Some of this comes from my own experience. It is a personal opinion- please do with it as you will.
Nearly 3 years is a long time for your relationships as adults to have gone on the back burner. Maybe he was feeling unloved, or remote from you? I know you have a very busy life, but it strikes me that all this running around and sleeping apart etc has left very few opportunities for you to actually talk to each other or even share a hug.
I know how easy it can be to erode all your time as a family by filling up weekends etc with other things, but maybe it is time to say no to visits to family etc except for maybe once a month, and to do things together, that you want to do. It sounds to me as though your whole family unit needs some down time.
It may not seem as though you will ever regain what you had before,but actually this could strengthen your relationship, if you allow it to. He was wrong, he nearly made a mistake, he hid things from you, and he has to understand that he can't make it a habit. But, if you can use this as an opportunity for talking, then you have everything to gain from it. Yes, you are pissed off with him, as you have every right to be, but if you love him as deeply as I think you do, and he by your account seems to love you equally, then all is not lost.
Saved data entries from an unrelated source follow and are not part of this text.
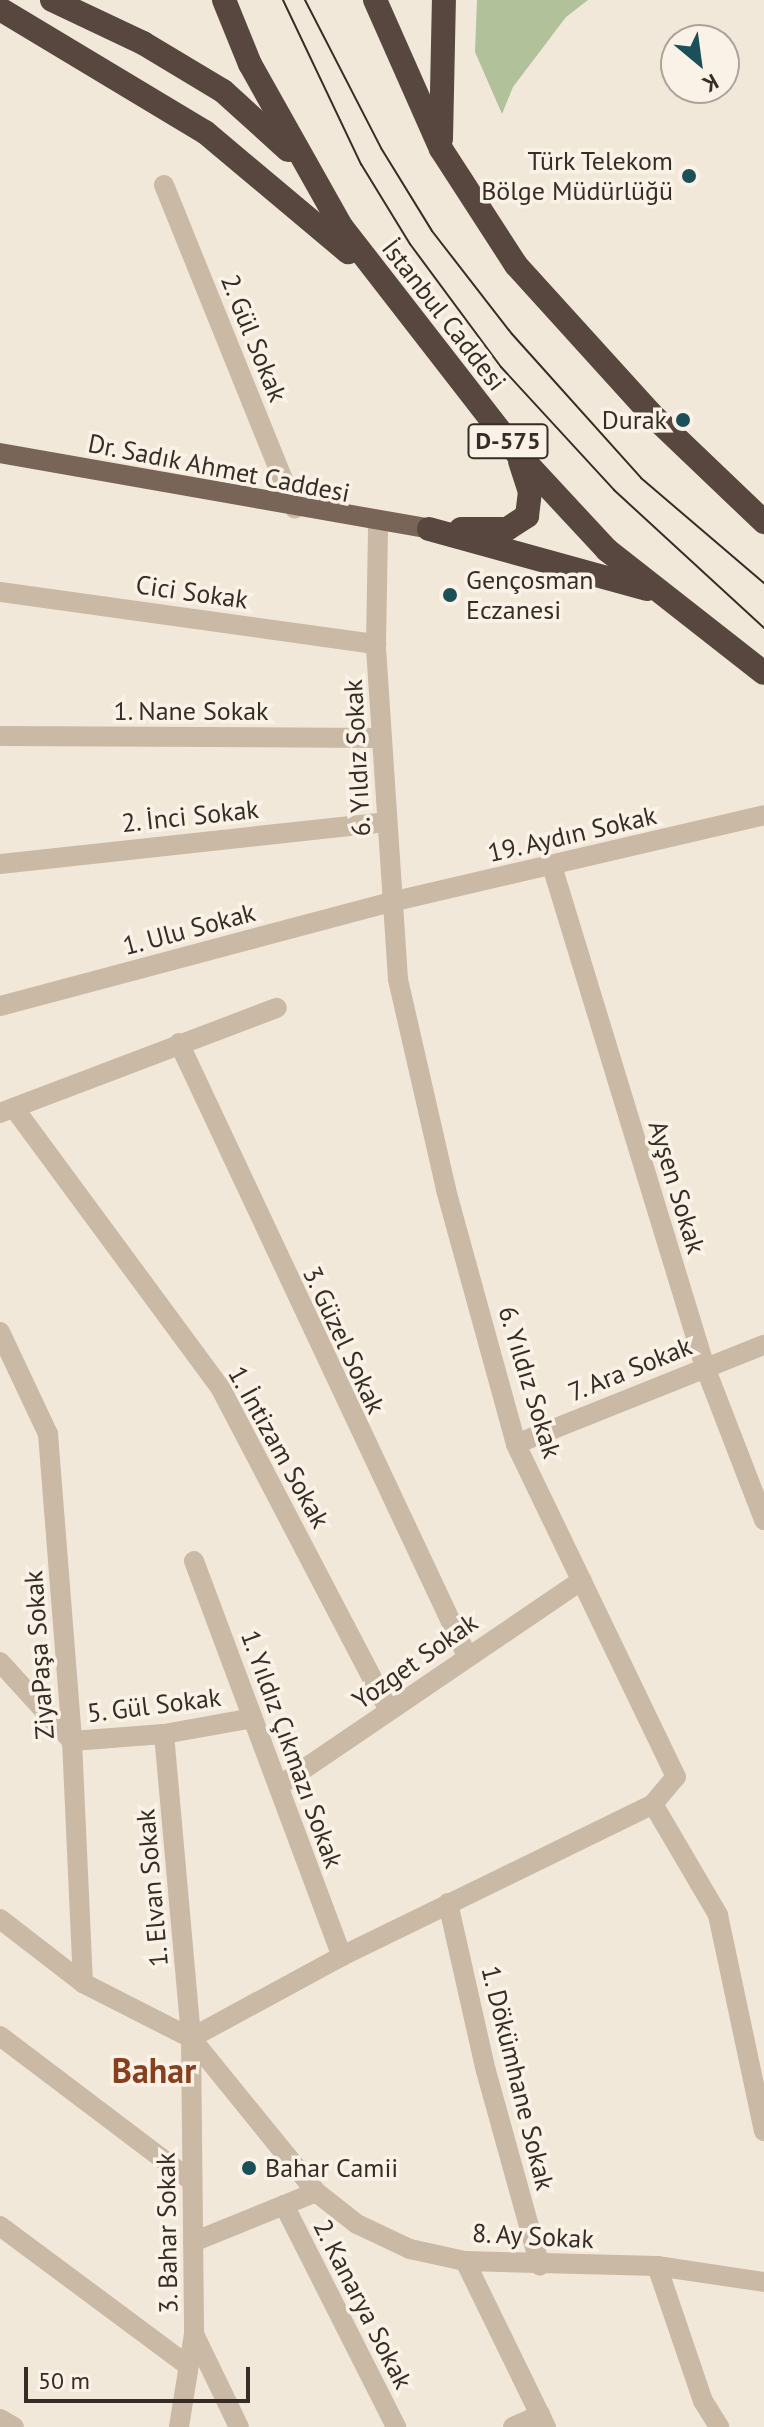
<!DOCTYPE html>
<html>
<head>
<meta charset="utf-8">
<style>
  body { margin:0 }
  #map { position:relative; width:764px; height:2427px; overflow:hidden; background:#f2e8da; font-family:"PT Sans",sans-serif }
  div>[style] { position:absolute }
  .green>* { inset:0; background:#b1c199 }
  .minor>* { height:20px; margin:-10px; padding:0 10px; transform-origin:10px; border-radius:10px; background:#cab9a5 }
  .major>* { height:20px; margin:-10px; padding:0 10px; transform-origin:10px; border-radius:10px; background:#786557 }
  .highway>* { height:24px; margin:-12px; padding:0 12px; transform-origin:12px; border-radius:12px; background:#57473e }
  .tram>* { height:2px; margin:-1px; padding:0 1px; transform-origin:1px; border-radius:1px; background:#362d27 }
  .dots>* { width:22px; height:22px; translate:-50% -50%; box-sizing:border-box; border:4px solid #faf2e6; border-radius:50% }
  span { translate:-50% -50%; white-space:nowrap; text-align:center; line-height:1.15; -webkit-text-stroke:7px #faf2e6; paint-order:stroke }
  .shield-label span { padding:2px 6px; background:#faf2e6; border:2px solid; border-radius:6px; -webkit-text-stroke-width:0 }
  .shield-label { font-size:24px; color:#362d27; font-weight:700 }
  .poi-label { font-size:26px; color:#362d27 }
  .right { translate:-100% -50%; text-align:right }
  .left { translate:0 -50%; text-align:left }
  .street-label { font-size:26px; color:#362d27 }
  .district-label { font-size:34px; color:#873f1e; font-weight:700 }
  .north { position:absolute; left:660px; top:24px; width:80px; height:80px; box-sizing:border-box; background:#faf2e6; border:2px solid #aca39a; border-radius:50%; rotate:151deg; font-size:22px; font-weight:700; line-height:32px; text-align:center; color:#362d27 }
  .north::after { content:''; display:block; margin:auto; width:28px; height:36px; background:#1b5058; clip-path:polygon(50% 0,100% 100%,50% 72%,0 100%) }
  .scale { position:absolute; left:24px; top:2367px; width:226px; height:36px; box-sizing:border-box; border:4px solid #362d27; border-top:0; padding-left:10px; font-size:24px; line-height:28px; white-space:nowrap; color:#362d27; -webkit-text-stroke:6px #faf2e6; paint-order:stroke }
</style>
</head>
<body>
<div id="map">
  <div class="green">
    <div style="clip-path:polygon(477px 0,588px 0,566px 17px,513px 87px,502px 114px,475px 52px)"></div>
  </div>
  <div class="minor">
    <div style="left:164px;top:185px;width:349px;rotate:68deg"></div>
    <div style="left:0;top:592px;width:380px;rotate:7.9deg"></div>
    <div style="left:0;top:736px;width:381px;rotate:0.3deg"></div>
    <div style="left:0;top:864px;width:388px;rotate:-6.2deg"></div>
    <div style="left:552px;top:866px;width:524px;rotate:73.02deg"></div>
    <div style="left:705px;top:1367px;width:164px;rotate:68.9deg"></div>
    <div style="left:0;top:1006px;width:405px;rotate:-14.9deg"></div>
    <div style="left:391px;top:902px;width:383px;rotate:-13.1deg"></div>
    <div style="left:179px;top:1043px;width:677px;rotate:64.83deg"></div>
    <div style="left:14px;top:1108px;width:349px;rotate:53.6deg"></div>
    <div style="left:221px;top:1389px;width:362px;rotate:62.4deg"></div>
    <div style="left:0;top:1113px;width:296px;rotate:-20.8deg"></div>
    <div style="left:0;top:1332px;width:113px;rotate:64.8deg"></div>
    <div style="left:48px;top:1434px;width:308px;rotate:85.5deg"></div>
    <div style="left:72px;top:1741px;width:242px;rotate:87.4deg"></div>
    <div style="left:516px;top:1444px;width:267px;rotate:-21.8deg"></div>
    <div style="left:194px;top:1561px;width:422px;rotate:69.5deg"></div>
    <div style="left:0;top:1662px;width:107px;rotate:47.7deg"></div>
    <div style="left:72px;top:1741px;width:92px;rotate:-4.4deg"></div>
    <div style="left:164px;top:1734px;width:90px;rotate:-10.2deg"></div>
    <div style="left:164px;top:1734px;width:305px;rotate:84.9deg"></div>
    <div style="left:191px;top:2038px;width:296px;rotate:89.4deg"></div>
    <div style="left:194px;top:2334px;width:94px;rotate:99.2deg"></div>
    <div style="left:279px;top:1786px;width:366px;rotate:-34.2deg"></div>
    <div style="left:653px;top:1804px;width:129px;rotate:59.6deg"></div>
    <div style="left:718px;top:1915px;width:221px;rotate:78deg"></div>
    <div style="left:448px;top:1903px;width:172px;rotate:77.3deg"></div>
    <div style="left:486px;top:2071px;width:202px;rotate:74.5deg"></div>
    <div style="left:0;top:1919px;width:105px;rotate:37.6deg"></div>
    <div style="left:83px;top:1983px;width:121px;rotate:27deg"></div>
    <div style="left:191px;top:2038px;width:198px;rotate:50.9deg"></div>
    <div style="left:316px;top:2192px;width:52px;rotate:38deg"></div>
    <div style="left:357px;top:2224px;width:59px;rotate:25.3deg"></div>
    <div style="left:410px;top:2249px;width:56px;rotate:12.3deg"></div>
    <div style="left:465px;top:2261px;width:192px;rotate:1.5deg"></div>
    <div style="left:657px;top:2266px;width:108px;rotate:8.5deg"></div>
    <div style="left:0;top:2036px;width:241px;rotate:37.1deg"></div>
    <div style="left:191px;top:2038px;width:172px;rotate:-28.5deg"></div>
    <div style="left:342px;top:1956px;width:346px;rotate:-26deg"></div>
    <div style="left:653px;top:1804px;width:35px;rotate:-50deg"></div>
    <div style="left:676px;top:1777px;width:369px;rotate:-115.7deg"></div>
    <div style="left:516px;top:1444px;width:264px;rotate:-105.4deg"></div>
    <div style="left:446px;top:1189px;width:215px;rotate:-102.9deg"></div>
    <div style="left:398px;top:979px;width:336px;rotate:-93.8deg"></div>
    <div style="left:376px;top:644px;width:120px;rotate:-89deg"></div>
    <div style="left:284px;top:2205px;width:249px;rotate:63.2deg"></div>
    <div style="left:0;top:2226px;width:233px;rotate:36.6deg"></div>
    <div style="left:193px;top:2242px;width:133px;rotate:-22.1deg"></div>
    <div style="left:465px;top:2261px;width:185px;rotate:64deg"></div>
    <div style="left:657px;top:2266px;width:143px;rotate:71.2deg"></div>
    <div style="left:703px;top:2401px;width:31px;rotate:58deg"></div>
    <div style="left:194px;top:2334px;width:103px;rotate:64.2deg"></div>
    <div style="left:0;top:2419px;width:16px;rotate:30deg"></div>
    <div style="left:513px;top:2427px;width:30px;rotate:-24deg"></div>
  </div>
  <div class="major">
    <div style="left:0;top:453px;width:436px;rotate:10deg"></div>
  </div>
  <div class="highway">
    <div style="left:52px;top:0;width:101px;rotate:25.3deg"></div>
    <div style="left:143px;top:43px;width:93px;rotate:31deg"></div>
    <div style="left:223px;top:91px;width:88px;rotate:42.2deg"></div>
    <div style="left:224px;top:0;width:69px;rotate:67.9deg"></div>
    <div style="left:250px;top:64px;width:186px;rotate:60.7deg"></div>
    <div style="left:341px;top:226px;width:286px;rotate:52.2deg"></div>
    <div style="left:516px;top:452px;width:134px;rotate:47.1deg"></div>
    <div style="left:607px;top:550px;width:199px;rotate:38.1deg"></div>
    <div style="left:375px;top:0;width:163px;rotate:66.1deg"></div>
    <div style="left:441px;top:149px;width:138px;rotate:57.1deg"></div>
    <div style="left:516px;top:265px;width:200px;rotate:47.8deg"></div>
    <div style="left:650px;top:413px;width:158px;rotate:43.7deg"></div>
    <div style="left:0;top:9px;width:239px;rotate:31deg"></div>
    <div style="left:205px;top:132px;width:187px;rotate:40deg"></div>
    <div style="left:441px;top:139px;width:139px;rotate:-88.8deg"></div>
    <div style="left:429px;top:529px;width:226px;rotate:15.4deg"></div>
    <div style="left:461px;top:529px;width:46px"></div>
    <div style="left:507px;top:529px;width:24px;rotate:-33deg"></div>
    <div style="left:527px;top:516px;width:24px;rotate:-83deg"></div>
    <div style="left:530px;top:492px;width:32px;rotate:-108deg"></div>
  </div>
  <div class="tram">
    <div style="left:283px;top:0;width:182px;rotate:64.6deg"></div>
    <div style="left:361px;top:164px;width:94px;rotate:58.5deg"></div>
    <div style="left:410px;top:244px;width:153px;rotate:53.5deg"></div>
    <div style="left:501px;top:367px;width:167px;rotate:47.4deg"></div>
    <div style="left:614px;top:490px;width:204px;rotate:42.6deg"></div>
    <div style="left:305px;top:0;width:166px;rotate:62.8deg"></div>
    <div style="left:381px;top:148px;width:97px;rotate:58.4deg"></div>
    <div style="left:432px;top:231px;width:130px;rotate:52.2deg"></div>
    <div style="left:512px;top:334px;width:193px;rotate:48.1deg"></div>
    <div style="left:641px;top:478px;width:162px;rotate:40.5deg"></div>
  </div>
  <div class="dots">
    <div style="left:689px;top:176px;background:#1b5058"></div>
    <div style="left:683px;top:420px;background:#1b5058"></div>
    <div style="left:450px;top:595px;background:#1b5058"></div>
    <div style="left:249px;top:2168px;background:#1b5058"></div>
  </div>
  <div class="shield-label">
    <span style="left:508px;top:441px">D-575</span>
  </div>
  <div class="poi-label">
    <span class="right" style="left:673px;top:176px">Türk Telekom<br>Bölge Müdürlüğü</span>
    <span class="right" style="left:667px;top:420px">Durak</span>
    <span class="left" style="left:466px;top:595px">Gençosman<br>Eczanesi</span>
    <span class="left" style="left:265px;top:2168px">Bahar Camii</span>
  </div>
  <div class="street-label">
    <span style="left:444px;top:315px;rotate:52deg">İstanbul Caddesi</span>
    <span style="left:254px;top:338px;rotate:68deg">2. Gül Sokak</span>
    <span style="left:219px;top:468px;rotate:11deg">Dr. Sadık Ahmet Caddesi</span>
    <span style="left:192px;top:592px;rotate:8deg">Cici Sokak</span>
    <span style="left:191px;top:711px">1. Nane Sokak</span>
    <span style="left:357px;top:758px;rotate:-93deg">6. Yıldız Sokak</span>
    <span style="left:190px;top:816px;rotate:-6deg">2. İnci Sokak</span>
    <span style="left:572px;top:834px;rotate:-13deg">19. Aydın Sokak</span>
    <span style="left:189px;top:929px;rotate:-15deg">1. Ulu Sokak</span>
    <span style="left:677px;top:1187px;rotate:73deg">Ayşen Sokak</span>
    <span style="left:344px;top:1340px;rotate:65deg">3. Güzel Sokak</span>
    <span style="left:630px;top:1369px;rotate:-22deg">7. Ara Sokak</span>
    <span style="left:530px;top:1382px;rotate:73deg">6. Yıldız Sokak</span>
    <span style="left:279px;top:1447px;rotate:61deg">1. İntizam Sokak</span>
    <span style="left:39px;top:1655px;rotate:-94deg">ZiyaPaşa Sokak</span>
    <span style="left:415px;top:1661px;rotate:-35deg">Yozget Sokak</span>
    <span style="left:154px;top:1705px;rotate:-7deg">5. Gül Sokak</span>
    <span style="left:292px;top:1749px;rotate:70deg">1. Yıldız Çıkmazı Sokak</span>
    <span style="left:152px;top:1888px;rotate:-95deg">1. Elvan Sokak</span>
    <span style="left:518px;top:2078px;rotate:76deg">1. Dökümhane Sokak</span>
    <span style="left:167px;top:2233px;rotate:-91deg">3. Bahar Sokak</span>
    <span style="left:533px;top:2236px;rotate:3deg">8. Ay Sokak</span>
    <span style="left:363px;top:2304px;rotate:63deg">2. Kanarya Sokak</span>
  </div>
  <div class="district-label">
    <span style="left:154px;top:2071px">Bahar</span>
  </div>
  <div class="north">K</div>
  <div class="scale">50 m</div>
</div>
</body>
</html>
The woman in question sounds as she may in the same situation, with the added emotional vulnerability of the infertility to deal with, maybe she has stopped talking to her husband and started talking to yours instead. She is talking to the wrong person, he is talking to the wrong person, but they both happened to be looking for someone to talk to at the same time.
I would be tempted to: Cancel relative visit!!!! Tell family you're having a weekend in for a change. Find a babysitter for your daughter for the (entire!!!) weekend (a good friend might be best) and invite your husband over for tea on Saturday afternoon. You will have some time to yourself for some part of Saturday in which to reflect. When he comes, talk. Tell him you love him, tell him how hurt you feel. Let him talk. Don't let him fob you off with trite excuses and promises- make him talk, ask him questions if needs be to make him open up. Let the talk run itself. Try not to have a blazing row. See where you end up.